Exercise aim: In the listing below, locate the lines that hold "roads" and copy them.

● ● ● ● ● ● ●

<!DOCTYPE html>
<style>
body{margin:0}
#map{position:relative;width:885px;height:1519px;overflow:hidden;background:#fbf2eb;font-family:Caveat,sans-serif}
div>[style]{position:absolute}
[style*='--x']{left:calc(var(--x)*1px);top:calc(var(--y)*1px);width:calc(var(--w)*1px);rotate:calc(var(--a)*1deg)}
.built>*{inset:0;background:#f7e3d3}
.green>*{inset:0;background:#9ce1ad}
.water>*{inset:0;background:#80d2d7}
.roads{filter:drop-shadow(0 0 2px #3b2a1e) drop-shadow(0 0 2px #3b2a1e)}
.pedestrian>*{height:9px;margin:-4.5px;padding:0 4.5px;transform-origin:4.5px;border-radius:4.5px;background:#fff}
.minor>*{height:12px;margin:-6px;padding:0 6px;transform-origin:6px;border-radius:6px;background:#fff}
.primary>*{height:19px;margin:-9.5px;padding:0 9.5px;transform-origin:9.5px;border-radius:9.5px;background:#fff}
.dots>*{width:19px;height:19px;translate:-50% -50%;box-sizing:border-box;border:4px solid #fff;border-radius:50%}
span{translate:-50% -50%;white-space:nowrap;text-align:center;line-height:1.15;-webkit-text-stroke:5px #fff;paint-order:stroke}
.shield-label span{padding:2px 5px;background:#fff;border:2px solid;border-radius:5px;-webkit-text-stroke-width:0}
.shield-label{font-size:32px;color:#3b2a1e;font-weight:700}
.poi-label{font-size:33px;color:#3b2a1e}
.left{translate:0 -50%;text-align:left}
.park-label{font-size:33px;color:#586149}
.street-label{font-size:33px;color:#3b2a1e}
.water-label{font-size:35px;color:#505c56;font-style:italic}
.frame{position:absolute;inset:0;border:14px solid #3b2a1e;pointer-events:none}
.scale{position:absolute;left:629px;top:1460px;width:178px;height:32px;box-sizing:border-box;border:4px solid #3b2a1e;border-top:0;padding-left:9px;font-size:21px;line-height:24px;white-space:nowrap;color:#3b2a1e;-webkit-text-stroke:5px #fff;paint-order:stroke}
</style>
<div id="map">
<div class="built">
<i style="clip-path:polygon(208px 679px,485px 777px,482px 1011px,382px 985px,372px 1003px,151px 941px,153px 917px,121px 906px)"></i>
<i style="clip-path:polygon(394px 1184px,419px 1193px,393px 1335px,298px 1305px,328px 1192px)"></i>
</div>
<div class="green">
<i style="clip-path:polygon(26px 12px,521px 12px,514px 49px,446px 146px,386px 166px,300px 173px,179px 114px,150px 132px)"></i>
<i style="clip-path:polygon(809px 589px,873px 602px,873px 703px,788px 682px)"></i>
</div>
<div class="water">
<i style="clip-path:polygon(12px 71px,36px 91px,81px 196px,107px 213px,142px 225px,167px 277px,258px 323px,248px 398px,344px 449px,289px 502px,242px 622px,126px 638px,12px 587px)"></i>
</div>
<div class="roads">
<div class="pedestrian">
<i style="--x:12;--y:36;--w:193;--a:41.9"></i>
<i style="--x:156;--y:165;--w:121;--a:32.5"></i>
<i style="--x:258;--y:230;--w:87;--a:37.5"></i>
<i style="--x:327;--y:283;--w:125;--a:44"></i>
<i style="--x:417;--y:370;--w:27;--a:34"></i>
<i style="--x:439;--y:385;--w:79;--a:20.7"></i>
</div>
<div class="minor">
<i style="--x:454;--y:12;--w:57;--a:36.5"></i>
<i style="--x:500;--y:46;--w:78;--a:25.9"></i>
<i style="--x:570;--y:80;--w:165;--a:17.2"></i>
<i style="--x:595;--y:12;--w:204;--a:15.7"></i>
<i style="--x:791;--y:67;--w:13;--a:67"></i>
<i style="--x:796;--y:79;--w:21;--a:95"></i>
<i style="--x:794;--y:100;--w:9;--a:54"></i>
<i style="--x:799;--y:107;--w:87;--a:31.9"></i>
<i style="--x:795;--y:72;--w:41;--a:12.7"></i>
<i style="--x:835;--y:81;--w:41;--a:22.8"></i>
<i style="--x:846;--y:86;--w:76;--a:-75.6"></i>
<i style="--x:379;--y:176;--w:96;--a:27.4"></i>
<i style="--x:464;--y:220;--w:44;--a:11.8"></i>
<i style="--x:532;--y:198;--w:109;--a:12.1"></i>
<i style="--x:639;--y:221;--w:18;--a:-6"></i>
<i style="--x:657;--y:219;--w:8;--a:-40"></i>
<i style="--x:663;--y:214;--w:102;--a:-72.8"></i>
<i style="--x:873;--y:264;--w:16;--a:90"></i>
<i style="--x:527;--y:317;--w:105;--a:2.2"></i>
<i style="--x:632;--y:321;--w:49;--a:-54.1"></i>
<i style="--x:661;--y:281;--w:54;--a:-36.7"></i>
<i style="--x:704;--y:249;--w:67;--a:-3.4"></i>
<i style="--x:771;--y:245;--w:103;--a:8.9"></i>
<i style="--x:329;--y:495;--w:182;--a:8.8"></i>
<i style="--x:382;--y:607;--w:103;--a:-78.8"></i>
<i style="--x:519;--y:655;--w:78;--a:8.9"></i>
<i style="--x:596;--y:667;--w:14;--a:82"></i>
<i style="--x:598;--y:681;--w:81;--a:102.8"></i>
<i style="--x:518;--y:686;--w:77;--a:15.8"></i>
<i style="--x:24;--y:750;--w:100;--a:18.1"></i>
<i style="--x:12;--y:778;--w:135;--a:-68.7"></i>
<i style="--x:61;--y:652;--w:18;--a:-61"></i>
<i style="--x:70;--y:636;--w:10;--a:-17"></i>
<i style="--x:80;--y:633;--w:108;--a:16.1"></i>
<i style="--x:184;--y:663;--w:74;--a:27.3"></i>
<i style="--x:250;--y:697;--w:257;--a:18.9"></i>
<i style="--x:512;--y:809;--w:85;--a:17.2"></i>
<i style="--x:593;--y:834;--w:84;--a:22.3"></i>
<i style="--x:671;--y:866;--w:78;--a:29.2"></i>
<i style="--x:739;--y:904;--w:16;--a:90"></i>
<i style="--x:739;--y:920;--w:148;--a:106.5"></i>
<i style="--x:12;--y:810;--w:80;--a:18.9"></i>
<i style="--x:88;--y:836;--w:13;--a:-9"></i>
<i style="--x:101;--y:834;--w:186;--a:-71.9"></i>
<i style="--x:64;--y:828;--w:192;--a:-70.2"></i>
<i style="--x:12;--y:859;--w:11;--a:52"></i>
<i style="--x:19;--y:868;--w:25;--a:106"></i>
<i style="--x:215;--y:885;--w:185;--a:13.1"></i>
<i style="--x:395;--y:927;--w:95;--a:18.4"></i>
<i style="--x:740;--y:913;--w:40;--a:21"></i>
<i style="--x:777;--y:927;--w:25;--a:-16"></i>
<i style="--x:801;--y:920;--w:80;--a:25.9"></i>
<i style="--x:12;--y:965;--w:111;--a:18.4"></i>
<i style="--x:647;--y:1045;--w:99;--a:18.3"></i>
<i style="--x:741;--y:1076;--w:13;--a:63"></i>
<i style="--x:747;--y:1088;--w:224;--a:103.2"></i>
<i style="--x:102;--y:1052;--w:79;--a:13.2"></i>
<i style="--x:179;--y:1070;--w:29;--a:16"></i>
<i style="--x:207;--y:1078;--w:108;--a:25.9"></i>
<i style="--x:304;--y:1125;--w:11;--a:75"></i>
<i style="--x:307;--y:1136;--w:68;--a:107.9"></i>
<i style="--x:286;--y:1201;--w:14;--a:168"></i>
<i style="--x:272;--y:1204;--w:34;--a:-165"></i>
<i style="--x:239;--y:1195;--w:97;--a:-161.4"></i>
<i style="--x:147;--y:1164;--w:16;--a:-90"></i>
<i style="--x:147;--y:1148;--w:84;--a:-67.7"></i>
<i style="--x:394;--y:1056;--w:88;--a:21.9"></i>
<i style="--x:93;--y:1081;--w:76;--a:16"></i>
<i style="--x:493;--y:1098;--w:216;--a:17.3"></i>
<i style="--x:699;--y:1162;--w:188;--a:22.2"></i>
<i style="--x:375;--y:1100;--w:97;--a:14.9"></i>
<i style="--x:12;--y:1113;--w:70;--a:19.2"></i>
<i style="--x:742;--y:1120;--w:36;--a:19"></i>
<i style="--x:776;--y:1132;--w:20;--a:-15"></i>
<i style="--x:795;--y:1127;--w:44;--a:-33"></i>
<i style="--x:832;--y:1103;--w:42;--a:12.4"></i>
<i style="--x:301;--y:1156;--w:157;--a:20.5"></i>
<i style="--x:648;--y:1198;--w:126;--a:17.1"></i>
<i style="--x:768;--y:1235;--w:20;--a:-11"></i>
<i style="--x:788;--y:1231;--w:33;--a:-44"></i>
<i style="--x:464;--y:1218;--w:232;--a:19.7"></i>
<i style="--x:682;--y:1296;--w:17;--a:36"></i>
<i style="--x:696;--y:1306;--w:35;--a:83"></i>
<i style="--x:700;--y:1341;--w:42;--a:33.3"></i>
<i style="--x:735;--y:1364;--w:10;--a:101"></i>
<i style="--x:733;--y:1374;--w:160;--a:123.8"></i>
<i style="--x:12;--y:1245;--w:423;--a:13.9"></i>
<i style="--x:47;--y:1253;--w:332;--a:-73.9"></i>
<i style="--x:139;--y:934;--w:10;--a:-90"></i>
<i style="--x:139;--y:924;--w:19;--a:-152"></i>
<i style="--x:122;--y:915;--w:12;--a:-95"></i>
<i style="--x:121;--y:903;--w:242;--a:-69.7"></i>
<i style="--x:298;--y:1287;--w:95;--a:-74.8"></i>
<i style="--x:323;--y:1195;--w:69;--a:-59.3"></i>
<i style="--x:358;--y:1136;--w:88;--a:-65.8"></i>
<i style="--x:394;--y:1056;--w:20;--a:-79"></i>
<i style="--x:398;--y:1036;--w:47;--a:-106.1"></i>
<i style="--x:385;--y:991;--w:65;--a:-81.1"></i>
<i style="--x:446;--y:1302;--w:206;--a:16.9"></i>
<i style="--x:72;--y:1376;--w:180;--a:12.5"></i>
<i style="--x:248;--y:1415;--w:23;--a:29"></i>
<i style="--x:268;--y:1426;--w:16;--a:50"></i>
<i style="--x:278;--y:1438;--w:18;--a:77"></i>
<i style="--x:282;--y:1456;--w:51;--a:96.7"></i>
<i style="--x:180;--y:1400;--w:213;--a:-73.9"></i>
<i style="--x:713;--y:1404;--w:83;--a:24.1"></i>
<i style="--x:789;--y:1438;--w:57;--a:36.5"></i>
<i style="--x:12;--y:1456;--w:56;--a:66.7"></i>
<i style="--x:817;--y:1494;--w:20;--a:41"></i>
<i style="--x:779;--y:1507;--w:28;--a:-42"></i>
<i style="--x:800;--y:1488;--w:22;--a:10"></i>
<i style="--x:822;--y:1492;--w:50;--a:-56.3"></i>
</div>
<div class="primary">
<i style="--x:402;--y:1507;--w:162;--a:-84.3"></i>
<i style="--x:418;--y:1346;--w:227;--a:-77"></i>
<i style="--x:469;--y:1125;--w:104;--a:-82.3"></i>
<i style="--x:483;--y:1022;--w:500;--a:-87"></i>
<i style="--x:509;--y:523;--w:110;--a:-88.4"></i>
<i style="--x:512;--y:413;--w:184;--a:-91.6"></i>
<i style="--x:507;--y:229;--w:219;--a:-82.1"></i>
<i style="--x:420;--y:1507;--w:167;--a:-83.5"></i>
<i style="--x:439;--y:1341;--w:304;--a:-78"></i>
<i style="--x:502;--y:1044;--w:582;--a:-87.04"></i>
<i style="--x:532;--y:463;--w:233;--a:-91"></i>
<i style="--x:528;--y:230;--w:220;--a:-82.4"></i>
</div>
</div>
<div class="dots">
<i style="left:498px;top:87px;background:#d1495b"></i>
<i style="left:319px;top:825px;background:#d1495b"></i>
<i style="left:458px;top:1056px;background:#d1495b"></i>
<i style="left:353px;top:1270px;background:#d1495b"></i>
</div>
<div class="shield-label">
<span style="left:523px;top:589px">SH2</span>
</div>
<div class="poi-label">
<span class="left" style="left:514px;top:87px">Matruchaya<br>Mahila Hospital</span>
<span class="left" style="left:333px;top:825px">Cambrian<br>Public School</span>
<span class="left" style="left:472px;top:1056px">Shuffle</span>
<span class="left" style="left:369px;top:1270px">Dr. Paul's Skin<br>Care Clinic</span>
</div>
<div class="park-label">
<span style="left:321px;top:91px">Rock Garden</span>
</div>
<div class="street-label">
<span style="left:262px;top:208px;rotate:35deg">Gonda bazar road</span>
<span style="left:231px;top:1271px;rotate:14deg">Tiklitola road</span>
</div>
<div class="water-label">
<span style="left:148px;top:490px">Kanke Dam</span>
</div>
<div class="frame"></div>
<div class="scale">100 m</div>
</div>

● ● ● ● ● ● ●

Result for this exercise:
.roads{filter:drop-shadow(0 0 2px #3b2a1e) drop-shadow(0 0 2px #3b2a1e)}
<div class="roads">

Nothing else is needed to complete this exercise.